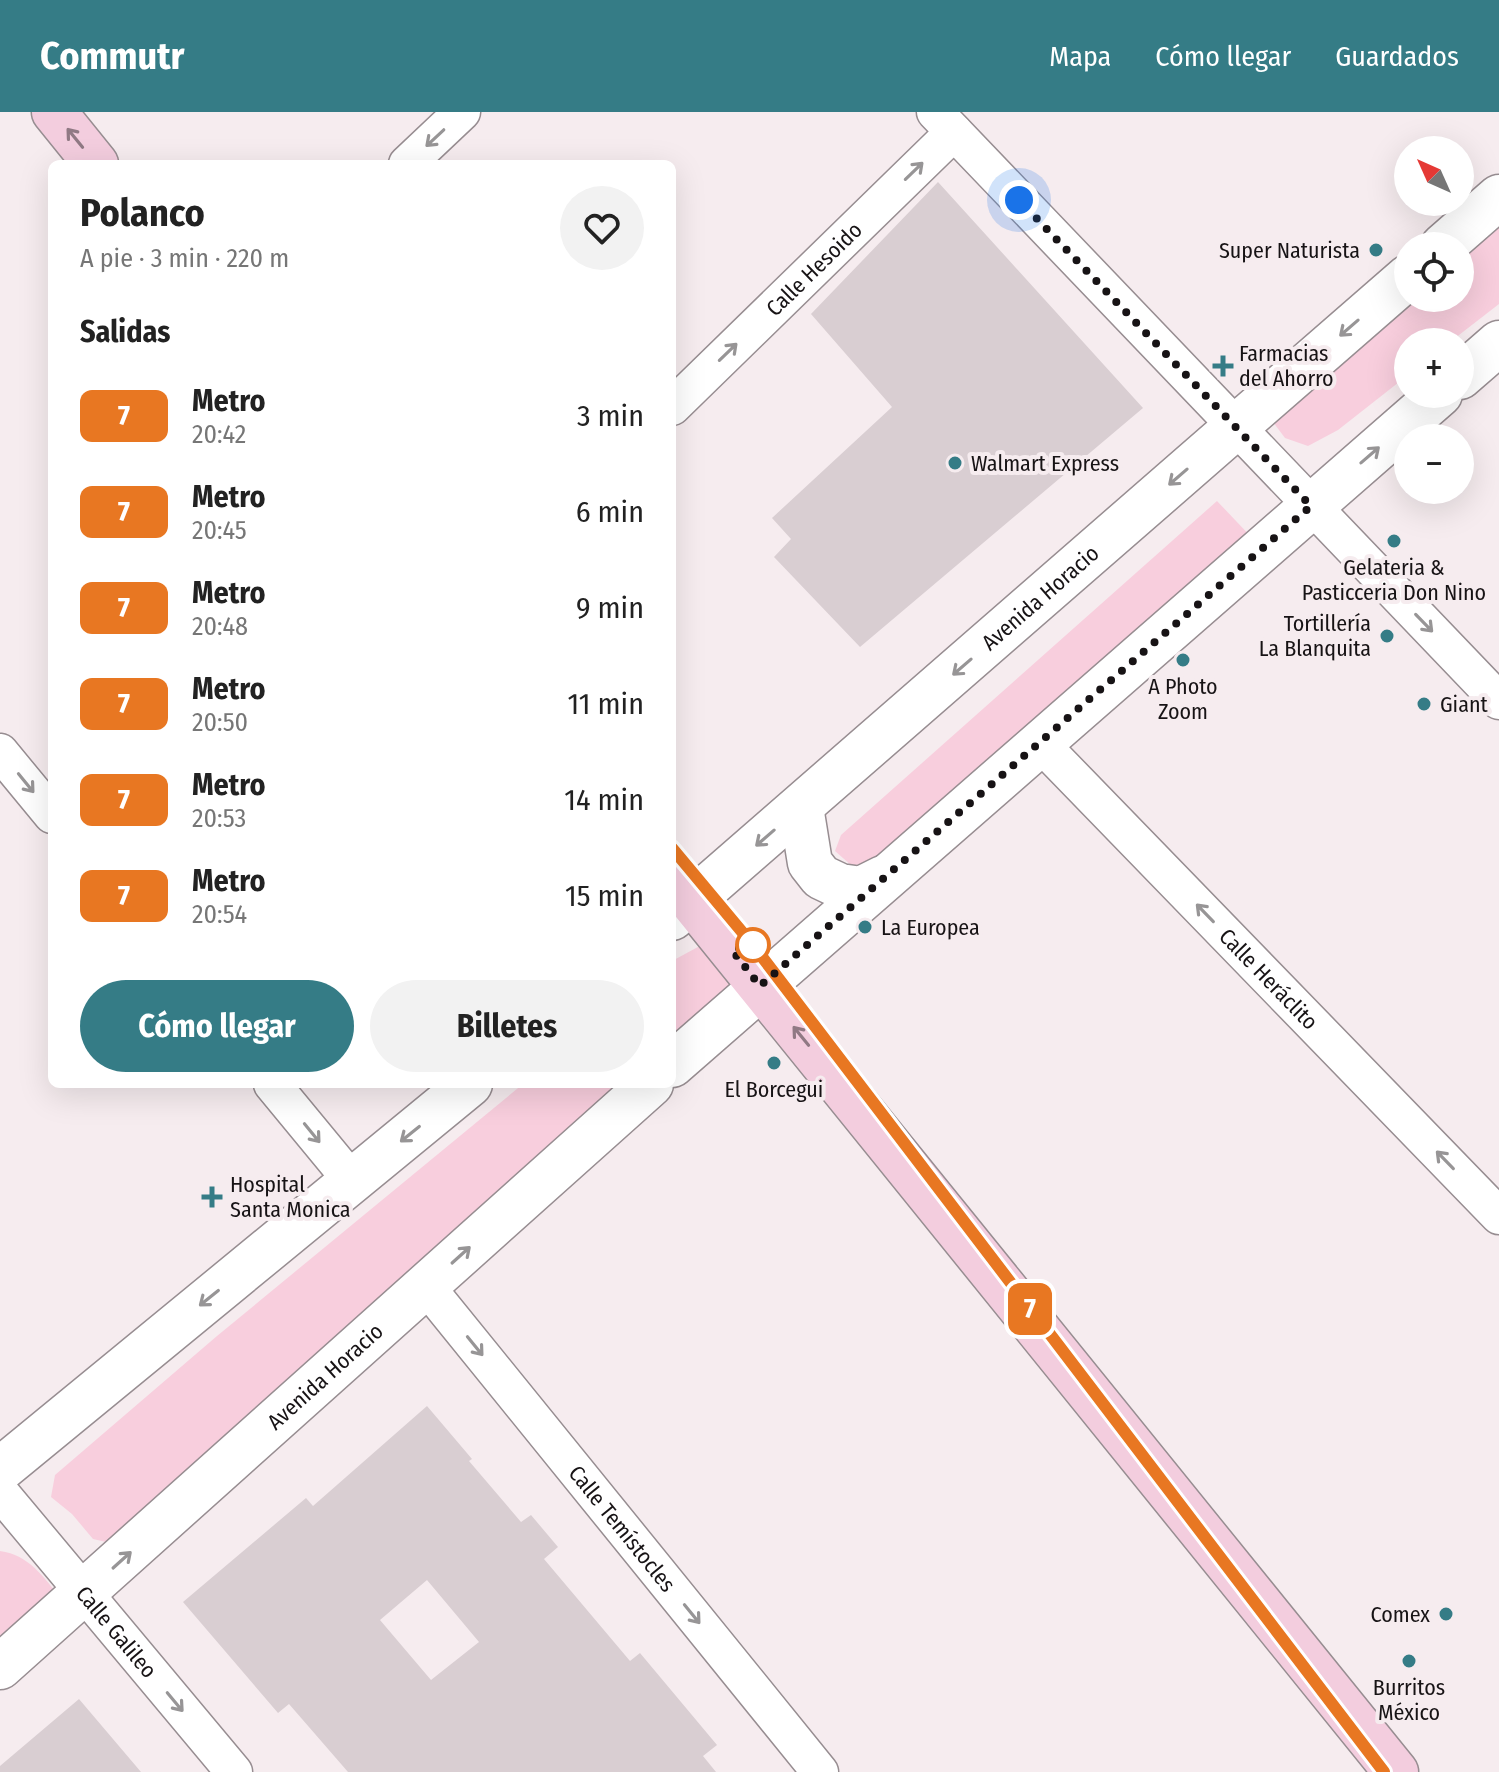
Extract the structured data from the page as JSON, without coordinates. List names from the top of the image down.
{
  "streets": {
    "street": [
      "Calle Hesoido",
      "Avenida Horacio",
      "Calle Heráclito",
      "Calle Temístocles",
      "Calle Galileo"
    ]
  },
  "crossings": [
    ["Avenida Horacio", "Calle Temístocles"],
    ["Avenida Horacio", "Calle Galileo"]
  ],
  "one_way": [
    "Calle Hesoido",
    "Calle Heráclito",
    "Calle Temístocles",
    "Calle Galileo"
  ],
  "places": {
    "other": [
      "Super Naturista",
      "Walmart Express",
      "Gelateria & Pasticceria Don Nino",
      "Tortillería La Blanquita",
      "A Photo Zoom",
      "Giant",
      "La Europea",
      "El Borcegui",
      "Comex",
      "Burritos México"
    ],
    "health": ["Farmacias del Ahorro", "Hospital Santa Monica"]
  },
  "lines": ["metro line 7"],
  "north": "top left",
  "page": {
    "header": "Commutr",
    "nav": ["Mapa", "Cómo llegar", "Guardados"],
    "on_map": "7",
    "map_buttons": ["+", "−"],
    "heading": [
      ["Polanco", "A pie · 3 min · 220 m"],
      "Salidas"
    ],
    "list": [
      {
        "mark": "7",
        "name": "Metro",
        "note": "20:42",
        "value": "3 min"
      },
      {
        "mark": "7",
        "name": "Metro",
        "note": "20:45",
        "value": "6 min"
      },
      {
        "mark": "7",
        "name": "Metro",
        "note": "20:48",
        "value": "9 min"
      },
      {
        "mark": "7",
        "name": "Metro",
        "note": "20:50",
        "value": "11 min"
      },
      {
        "mark": "7",
        "name": "Metro",
        "note": "20:53",
        "value": "14 min"
      },
      {
        "mark": "7",
        "name": "Metro",
        "note": "20:54",
        "value": "15 min"
      }
    ],
    "buttons": ["Cómo llegar", "Billetes"]
  }
}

————————

Goal of the exercise:
Return each line above word for word. Skip the pictures.

Answer space:
Extract the structured data from the page as JSON, without coordinates. List names from the top of the image down.
{
  "streets": {
    "street": [
      "Calle Hesoido",
      "Avenida Horacio",
      "Calle Heráclito",
      "Calle Temístocles",
      "Calle Galileo"
    ]
  },
  "crossings": [
    ["Avenida Horacio", "Calle Temístocles"],
    ["Avenida Horacio", "Calle Galileo"]
  ],
  "one_way": [
    "Calle Hesoido",
    "Calle Heráclito",
    "Calle Temístocles",
    "Calle Galileo"
  ],
  "places": {
    "other": [
      "Super Naturista",
      "Walmart Express",
      "Gelateria & Pasticceria Don Nino",
      "Tortillería La Blanquita",
      "A Photo Zoom",
      "Giant",
      "La Europea",
      "El Borcegui",
      "Comex",
      "Burritos México"
    ],
    "health": ["Farmacias del Ahorro", "Hospital Santa Monica"]
  },
  "lines": ["metro line 7"],
  "north": "top left",
  "page": {
    "header": "Commutr",
    "nav": ["Mapa", "Cómo llegar", "Guardados"],
    "on_map": "7",
    "map_buttons": ["+", "−"],
    "heading": [
      ["Polanco", "A pie · 3 min · 220 m"],
      "Salidas"
    ],
    "list": [
      {
        "mark": "7",
        "name": "Metro",
        "note": "20:42",
        "value": "3 min"
      },
      {
        "mark": "7",
        "name": "Metro",
        "note": "20:45",
        "value": "6 min"
      },
      {
        "mark": "7",
        "name": "Metro",
        "note": "20:48",
        "value": "9 min"
      },
      {
        "mark": "7",
        "name": "Metro",
        "note": "20:50",
        "value": "11 min"
      },
      {
        "mark": "7",
        "name": "Metro",
        "note": "20:53",
        "value": "14 min"
      },
      {
        "mark": "7",
        "name": "Metro",
        "note": "20:54",
        "value": "15 min"
      }
    ],
    "buttons": ["Cómo llegar", "Billetes"]
  }
}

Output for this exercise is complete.